Wenjun Shi, Tian Liu, Kaihe Wang, Leixin Mu, Li Ji, Yanling Li, Yi Zhang and Qun Ma* Pages 1 - 13 ( 13 )
Background: Doxorubicin (DOX) is a widely used anthracycline antibiotic for the treatment of breast cancer, liver cancer, lymphoma, and other malignant tumors. However, its clinical application is limited by the side effects and drug resistance. Astragalus injection has been combined with DOX in the treatment of cancer, which improves the curative effect and reduces drug resistance. This study investigated the interaction between DOX and Astragalus injection and elucidated the potential mechanism.
Methods: The pharmacokinetics of DOX injection (7 mg/kg, intraperitoneal injection) with or without Astragalus injection (4.25 mL/kg/day for 14 days, intraperitoneal injection) were investigated in plasma from male Sprague-Dawley rats (n = 6) by UPLC-MS/MS. The group without the Astragalus injection was set as the control group. Additionally, the effects of Astragalus injection on CYP450 enzyme activities were assessed using a rat liver microsome incubation system with cocktail probe drugs.

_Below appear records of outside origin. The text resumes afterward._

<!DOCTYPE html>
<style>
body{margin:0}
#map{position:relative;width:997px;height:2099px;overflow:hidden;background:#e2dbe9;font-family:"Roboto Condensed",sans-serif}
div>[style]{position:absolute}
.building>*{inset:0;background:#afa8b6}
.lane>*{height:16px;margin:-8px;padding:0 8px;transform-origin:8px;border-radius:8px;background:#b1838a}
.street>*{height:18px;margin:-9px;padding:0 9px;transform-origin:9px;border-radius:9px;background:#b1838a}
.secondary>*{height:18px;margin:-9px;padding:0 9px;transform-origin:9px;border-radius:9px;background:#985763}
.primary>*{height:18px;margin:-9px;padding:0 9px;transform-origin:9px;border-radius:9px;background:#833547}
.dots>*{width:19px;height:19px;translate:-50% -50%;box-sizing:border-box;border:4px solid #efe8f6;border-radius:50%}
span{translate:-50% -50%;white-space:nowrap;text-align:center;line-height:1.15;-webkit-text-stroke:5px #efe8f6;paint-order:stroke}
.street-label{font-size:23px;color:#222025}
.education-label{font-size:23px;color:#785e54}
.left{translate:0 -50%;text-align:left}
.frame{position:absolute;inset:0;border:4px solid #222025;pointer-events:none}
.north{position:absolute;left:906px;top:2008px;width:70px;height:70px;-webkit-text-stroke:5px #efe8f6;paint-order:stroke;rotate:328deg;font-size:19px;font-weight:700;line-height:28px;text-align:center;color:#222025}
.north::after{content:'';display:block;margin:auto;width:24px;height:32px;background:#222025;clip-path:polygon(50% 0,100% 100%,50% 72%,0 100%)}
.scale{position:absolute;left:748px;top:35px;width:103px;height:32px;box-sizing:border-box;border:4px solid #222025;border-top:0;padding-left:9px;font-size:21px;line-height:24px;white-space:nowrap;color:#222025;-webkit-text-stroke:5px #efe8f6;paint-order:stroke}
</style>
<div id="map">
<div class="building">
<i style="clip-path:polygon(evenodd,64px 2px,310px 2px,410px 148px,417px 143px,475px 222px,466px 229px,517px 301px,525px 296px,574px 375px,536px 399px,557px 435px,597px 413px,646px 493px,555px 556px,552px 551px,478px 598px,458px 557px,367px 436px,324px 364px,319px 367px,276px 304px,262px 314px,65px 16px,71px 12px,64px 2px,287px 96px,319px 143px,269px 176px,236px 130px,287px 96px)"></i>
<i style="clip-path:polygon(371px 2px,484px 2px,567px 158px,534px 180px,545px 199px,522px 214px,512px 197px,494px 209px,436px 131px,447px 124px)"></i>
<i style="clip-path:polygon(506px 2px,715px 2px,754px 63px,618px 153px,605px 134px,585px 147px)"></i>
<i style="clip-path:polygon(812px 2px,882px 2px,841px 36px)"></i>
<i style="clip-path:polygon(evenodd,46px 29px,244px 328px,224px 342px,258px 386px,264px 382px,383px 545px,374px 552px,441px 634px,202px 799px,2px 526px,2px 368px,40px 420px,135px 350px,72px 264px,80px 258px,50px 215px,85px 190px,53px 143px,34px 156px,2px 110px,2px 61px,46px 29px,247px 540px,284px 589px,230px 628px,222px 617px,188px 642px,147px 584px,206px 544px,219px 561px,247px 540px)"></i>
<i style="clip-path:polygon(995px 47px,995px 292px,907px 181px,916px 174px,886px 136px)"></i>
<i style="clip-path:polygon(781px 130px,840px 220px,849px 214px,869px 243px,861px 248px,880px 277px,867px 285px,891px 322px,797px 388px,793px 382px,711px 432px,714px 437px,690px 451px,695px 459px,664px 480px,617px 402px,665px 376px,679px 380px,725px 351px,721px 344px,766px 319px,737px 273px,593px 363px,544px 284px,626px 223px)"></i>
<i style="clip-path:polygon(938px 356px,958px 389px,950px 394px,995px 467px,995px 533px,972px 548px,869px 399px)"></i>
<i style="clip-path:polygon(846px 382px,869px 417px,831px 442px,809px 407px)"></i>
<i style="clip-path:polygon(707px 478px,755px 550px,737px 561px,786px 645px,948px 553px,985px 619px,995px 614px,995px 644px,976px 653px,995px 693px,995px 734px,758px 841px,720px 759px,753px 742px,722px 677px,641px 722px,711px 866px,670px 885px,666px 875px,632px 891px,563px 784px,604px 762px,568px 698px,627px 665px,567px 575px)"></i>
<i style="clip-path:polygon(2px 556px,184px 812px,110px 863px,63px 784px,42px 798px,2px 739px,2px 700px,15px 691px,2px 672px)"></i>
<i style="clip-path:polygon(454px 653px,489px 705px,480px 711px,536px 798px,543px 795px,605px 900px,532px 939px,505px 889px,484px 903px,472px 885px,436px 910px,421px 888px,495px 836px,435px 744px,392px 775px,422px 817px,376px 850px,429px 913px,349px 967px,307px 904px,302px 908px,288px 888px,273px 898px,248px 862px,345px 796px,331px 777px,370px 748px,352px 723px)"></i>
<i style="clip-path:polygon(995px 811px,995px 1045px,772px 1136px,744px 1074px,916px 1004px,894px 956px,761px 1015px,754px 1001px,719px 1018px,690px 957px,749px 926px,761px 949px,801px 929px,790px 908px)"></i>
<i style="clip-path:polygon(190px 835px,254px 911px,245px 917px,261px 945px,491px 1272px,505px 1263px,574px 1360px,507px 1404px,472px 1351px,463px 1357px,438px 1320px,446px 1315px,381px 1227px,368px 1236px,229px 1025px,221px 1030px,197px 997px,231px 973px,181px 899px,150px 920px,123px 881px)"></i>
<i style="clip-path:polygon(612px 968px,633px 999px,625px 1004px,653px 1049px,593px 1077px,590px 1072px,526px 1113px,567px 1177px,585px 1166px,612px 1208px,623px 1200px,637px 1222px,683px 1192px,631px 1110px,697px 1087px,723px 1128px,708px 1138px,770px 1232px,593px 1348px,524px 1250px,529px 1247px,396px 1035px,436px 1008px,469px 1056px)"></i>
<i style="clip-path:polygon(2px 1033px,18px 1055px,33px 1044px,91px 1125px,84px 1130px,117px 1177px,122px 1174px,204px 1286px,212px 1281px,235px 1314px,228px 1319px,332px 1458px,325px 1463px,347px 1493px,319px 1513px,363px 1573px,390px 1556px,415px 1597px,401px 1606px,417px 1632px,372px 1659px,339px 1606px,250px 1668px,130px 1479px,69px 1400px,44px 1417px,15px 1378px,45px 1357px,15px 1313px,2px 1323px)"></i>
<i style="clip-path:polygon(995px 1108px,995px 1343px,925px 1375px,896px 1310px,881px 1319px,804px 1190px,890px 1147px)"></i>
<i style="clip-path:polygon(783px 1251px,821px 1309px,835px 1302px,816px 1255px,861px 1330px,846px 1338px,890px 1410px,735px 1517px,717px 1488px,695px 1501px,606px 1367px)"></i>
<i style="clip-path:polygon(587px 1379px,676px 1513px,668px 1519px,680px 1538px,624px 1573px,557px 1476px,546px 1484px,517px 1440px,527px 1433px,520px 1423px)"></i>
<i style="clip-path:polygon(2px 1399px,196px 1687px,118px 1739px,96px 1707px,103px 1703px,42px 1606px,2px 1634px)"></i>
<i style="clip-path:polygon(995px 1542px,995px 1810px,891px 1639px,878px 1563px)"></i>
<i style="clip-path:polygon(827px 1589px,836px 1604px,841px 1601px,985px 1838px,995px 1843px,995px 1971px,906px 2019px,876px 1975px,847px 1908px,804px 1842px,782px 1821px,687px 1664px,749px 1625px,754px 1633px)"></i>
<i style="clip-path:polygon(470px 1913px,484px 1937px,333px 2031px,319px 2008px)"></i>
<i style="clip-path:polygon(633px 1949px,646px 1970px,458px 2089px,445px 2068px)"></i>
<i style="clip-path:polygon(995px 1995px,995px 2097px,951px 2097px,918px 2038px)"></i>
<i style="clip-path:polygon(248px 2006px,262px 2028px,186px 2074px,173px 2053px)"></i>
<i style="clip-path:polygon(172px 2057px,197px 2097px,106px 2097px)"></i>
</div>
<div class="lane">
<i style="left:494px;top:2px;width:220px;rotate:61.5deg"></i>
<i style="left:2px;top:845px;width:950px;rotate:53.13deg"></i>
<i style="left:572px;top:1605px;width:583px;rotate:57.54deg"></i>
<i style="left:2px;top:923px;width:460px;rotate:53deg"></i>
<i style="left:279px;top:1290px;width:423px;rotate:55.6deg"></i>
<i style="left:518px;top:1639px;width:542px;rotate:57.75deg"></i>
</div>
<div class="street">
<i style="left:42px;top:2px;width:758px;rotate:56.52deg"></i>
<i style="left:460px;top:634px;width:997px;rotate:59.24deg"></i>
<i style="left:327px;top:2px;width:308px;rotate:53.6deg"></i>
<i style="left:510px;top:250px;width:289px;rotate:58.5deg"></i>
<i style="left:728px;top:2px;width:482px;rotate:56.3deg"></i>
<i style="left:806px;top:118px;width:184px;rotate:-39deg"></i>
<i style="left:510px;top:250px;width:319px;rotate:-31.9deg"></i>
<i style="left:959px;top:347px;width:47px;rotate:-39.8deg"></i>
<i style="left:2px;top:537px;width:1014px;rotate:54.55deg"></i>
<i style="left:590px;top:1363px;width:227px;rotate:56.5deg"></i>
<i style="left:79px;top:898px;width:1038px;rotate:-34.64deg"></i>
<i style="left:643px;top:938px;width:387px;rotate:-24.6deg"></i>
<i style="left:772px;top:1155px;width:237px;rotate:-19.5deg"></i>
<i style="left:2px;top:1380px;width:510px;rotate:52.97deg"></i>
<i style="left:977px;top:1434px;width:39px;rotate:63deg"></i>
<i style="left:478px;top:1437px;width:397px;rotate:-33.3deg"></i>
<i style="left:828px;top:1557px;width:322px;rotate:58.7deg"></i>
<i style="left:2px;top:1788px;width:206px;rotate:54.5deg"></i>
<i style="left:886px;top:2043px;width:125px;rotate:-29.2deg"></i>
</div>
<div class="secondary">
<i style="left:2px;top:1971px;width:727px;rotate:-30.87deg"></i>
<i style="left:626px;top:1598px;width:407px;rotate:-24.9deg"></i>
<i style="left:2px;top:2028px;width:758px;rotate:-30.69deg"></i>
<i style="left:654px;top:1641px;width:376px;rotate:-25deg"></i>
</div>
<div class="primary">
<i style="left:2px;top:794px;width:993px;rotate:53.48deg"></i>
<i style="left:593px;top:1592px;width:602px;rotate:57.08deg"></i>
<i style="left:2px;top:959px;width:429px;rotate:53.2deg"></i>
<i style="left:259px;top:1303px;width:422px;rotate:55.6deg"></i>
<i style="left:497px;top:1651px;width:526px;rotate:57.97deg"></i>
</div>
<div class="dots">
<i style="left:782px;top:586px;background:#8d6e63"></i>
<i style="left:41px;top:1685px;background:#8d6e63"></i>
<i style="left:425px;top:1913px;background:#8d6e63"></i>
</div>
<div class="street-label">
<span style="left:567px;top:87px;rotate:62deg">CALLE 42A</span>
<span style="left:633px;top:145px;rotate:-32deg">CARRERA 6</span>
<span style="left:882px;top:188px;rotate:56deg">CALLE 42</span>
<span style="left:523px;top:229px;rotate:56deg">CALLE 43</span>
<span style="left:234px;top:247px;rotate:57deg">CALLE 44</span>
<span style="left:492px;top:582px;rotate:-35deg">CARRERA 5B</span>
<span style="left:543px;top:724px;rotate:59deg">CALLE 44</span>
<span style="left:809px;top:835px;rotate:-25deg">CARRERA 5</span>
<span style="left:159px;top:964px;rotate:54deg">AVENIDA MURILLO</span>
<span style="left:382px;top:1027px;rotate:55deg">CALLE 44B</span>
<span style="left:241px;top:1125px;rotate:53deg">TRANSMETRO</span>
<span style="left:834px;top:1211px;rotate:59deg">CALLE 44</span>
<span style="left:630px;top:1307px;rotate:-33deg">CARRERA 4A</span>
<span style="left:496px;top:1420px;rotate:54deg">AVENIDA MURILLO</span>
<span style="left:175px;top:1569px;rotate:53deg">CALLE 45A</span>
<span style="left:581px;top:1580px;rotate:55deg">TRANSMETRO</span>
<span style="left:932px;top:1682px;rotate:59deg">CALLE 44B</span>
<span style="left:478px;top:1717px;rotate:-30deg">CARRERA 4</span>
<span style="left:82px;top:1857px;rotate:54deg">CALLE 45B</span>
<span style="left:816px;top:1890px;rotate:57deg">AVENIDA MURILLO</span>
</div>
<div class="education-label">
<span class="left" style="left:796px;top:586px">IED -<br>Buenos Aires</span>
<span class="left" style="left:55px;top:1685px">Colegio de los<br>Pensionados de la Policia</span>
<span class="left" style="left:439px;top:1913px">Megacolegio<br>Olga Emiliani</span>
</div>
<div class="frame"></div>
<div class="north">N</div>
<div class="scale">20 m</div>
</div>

Results: Astragalus injection significantly increased the Cmax (2090.01 ± 99.60 vs. 5262.77 ± 111.15 ng/mL) and AUC0-t (1190.23 ± 104.43 vs. 3777.27 ± 130.55 μg/L × h) and prolonged the t1/2α (0.09 ± 0.02 vs. 0.14 ± 0.04 h) of DOX. Astragalus injection significantly inhibited the activity of CYP1A2, CYP2C9, CYP2E1, and CYP3A4, and enhanced the activity of CYP2D1 with a metabolic elimination rate of 30.11 ± 2.67% vs. 19.66 ± 3.41%, 35.95 ± 2.57% vs. 23.26 ± 3.57%, 13.43 ± 2.56% vs. 9.06 ± 2.51%, 47.90 ± 6.30% vs. 25.87 ± 2.55%, 17.62 ± 1.49% vs. 24.12 ± 2.91%, respectively (p < 0.05).
Conclusion: The co-administration of DOX and Astragalus injection alters the systemic exposure of DOX by affecting the metabolism of DOX and the activity of CYP450 enzymes. These findings highlight the importance of drug-drug interactions when combining Astragalus injection with DOX and provide a basis for optimizing combination therapies to address DOX resistance and toxicity.
Drug-drug interaction, drug resistance, Astragali Radix, metabolism, CYP1A2, CYP3A4.